The PHREG Procedure

The Frailty Model

You can use the frailty model to model correlations between failures of the same cluster. The hazard rate for the jth individual in the ith cluster is

\[  \lambda _{ij}(t) = \lambda _0(t) \mr{e}^{\bbeta '\bZ _{ij}(t) + \gamma _ i}  \]

where $\lambda _0(t)$ is an arbitrary baseline hazard rate, $\bZ _{ij}$ is the vector of (fixed-effect) covariates, $\bbeta $ is the vector of regression coefficients, and $\gamma _ i$ is the random effect for cluster i.

Frailties are the exponential transformations of the random components, and the frailty model can be written as

\[  \lambda _{ij}(t) = \lambda _0(t) \mr{e}^{\gamma _ i}\mr{e}^{\bbeta '\bZ _{ij}(t)}  \]

The random components $\gamma _1,\ldots ,\gamma _ s$ (alternatively, the frailties $\mr{e}^{\gamma _1},\ldots ,\mr{e}^{\gamma _ s}$) are assumed to be independent and identically distributed. Modeling is based on the random effects rather than on the frailties.

Two frailty distributions are available in PROC PHREG: gamma and lognormal. Use the DIST= option in the RANDOM statement to choose the distribution. Let $\theta $ be an unknown parameter. The frailty distributions are listed in Table 73.11.
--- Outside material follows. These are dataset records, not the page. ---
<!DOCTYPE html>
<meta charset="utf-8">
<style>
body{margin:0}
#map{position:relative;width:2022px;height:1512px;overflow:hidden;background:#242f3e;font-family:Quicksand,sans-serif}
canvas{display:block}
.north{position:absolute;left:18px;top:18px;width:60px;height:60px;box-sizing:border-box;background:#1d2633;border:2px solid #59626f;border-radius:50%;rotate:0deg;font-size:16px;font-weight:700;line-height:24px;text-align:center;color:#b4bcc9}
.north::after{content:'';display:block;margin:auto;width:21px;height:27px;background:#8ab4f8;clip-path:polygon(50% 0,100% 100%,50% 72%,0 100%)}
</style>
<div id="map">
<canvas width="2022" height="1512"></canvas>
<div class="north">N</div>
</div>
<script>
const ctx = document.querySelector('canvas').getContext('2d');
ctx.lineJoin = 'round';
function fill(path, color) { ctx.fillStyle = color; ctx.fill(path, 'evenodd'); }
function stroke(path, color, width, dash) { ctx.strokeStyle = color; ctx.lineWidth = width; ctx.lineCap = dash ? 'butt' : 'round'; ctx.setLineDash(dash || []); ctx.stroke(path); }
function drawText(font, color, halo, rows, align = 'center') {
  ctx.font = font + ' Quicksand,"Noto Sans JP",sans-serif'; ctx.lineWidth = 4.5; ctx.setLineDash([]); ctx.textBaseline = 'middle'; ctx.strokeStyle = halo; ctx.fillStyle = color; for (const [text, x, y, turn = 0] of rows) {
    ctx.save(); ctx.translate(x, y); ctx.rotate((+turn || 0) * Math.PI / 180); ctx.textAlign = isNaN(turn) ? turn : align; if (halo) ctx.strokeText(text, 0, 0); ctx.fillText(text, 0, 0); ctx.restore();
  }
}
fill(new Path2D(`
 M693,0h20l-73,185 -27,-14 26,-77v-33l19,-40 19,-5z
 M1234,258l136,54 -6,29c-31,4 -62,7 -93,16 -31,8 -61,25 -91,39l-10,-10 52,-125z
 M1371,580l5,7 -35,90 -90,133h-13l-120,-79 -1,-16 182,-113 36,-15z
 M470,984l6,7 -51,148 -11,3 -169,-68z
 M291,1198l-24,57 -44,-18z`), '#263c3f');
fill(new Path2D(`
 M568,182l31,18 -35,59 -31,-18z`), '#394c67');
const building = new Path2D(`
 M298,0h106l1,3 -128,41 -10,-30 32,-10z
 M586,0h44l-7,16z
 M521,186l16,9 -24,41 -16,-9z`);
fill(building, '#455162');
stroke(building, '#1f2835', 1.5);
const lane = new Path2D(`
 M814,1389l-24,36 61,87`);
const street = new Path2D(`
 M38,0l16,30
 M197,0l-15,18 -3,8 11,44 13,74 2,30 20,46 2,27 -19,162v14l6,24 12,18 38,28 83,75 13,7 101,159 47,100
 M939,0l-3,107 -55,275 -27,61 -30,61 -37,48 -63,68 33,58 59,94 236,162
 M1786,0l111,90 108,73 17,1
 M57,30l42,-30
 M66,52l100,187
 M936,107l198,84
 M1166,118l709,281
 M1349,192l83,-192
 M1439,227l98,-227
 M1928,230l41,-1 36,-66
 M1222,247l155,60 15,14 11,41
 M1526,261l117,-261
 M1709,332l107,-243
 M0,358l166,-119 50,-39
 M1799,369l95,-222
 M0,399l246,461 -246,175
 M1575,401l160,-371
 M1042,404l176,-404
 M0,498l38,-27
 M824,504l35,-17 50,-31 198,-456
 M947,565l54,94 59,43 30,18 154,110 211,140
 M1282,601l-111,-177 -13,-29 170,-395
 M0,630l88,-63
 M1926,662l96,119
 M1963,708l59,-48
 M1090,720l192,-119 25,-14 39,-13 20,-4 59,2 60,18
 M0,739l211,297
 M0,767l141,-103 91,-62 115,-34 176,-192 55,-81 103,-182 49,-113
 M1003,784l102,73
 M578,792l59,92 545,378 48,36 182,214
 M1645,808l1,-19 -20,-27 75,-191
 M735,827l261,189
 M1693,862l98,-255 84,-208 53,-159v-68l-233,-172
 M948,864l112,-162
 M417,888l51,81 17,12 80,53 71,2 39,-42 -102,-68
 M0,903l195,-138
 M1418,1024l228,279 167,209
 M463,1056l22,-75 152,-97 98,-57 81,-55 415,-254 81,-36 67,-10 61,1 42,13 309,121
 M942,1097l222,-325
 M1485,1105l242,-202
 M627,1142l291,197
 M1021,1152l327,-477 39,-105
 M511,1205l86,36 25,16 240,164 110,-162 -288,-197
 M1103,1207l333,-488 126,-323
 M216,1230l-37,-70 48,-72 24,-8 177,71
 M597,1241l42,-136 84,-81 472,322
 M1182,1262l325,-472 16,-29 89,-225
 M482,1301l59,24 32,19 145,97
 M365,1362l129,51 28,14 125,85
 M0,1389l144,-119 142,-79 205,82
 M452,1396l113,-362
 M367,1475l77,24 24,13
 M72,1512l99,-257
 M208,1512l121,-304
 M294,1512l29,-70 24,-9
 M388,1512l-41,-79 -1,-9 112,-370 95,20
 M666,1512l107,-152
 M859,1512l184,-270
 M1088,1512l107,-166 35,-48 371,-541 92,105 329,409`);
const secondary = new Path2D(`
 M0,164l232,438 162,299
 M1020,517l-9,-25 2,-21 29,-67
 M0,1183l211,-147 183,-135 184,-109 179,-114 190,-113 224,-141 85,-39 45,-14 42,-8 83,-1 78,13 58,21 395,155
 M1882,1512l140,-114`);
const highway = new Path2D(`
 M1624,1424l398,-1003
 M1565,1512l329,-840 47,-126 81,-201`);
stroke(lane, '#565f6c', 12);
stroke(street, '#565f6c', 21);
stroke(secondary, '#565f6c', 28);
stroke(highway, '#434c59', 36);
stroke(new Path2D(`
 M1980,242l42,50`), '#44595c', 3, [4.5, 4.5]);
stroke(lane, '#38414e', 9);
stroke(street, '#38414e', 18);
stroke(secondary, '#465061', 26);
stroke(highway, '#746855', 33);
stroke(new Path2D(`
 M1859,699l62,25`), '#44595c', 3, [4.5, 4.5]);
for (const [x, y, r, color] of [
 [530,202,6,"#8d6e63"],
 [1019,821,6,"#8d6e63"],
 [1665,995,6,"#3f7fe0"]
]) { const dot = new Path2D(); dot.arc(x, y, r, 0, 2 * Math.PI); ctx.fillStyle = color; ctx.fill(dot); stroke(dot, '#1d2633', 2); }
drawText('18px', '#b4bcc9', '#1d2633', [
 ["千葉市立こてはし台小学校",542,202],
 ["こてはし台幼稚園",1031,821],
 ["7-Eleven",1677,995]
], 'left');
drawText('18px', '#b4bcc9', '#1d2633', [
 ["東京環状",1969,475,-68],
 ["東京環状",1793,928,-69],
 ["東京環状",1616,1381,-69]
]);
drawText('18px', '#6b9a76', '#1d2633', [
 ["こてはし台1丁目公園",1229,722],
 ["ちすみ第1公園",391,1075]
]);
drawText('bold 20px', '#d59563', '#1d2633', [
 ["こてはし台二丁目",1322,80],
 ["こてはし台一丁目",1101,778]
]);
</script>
Table 73.11: Frailty Distributions

Frailty Option

Distribution

Density f($\gamma _ i)$

Mean and Variance

DIST=GAMMA

$\mr{e}^{\gamma _ i} \sim G\left(\frac{1}{\theta },\frac{1}{\theta }\right)$

$ \frac{\exp (\frac{\gamma _ i}{\theta }) \exp \left(-\frac{\exp (\gamma _ i)}{\theta } \right)}{\theta ^{\frac{1}{\theta }}\Gamma (\frac{1}{\theta })} $

E($\mr{e}^{\gamma _ i}$)=1   V($\mr{e}^{\gamma _ i}$)=$\theta $

DIST=LOGNORMAL

$\gamma _ i \sim N(0, \theta )$

$ \frac{1}{\sqrt (2\pi \theta )}\exp \left(-\frac{\gamma _ i^2}{2\theta }\right) $

E($\gamma _ i$)=0    V($\gamma _ i$)=$\theta $


The unknown parameter $\theta $ is a dispersion parameter. Each frailty distribution has a central tendency of 1 (the gamma frailty has a mean of 1, and the lognormal frailty has a median of 1). Thus, you can infer that individuals in cluster i with frailty $\mr{e}^{\gamma _ i}>1$ (or $\mr{e}^{\gamma _ i}<1$) tend to fail at a faster (or slower) rate than they fail under an independence model.

PROC PHREG estimates the regression coefficients $\bbeta $, the random effects $\gamma _1,\ldots ,\gamma _ s$, and the dispersion parameter $\theta $. The RANDOM statement in PROC PHREG enables you to fit a shared frailty model by a penalized partial likelihood approach . If you also specify the BAYES statement, PROC PHREG performs a Bayesian analysis of the shared frailty model .

If the RANDOM statement is specified, any ASSESS, BASELINE, and OUTPUT statements are ignored. Also ignored are the COVS options in the PROC PHREG statement and the following options in the MODEL statement: BEST=, DETAILS, HIERARCHY=, INCLUDE=, NOFIT, PLCONV=, SELECTION=, SEQUENTIAL, SLENTRY=, SLSTAY=, TYPE1, and TYPE3(ALL, LR, SCORE). Profile likelihood confidence intervals for the hazard ratios are not available for the frailty model analysis.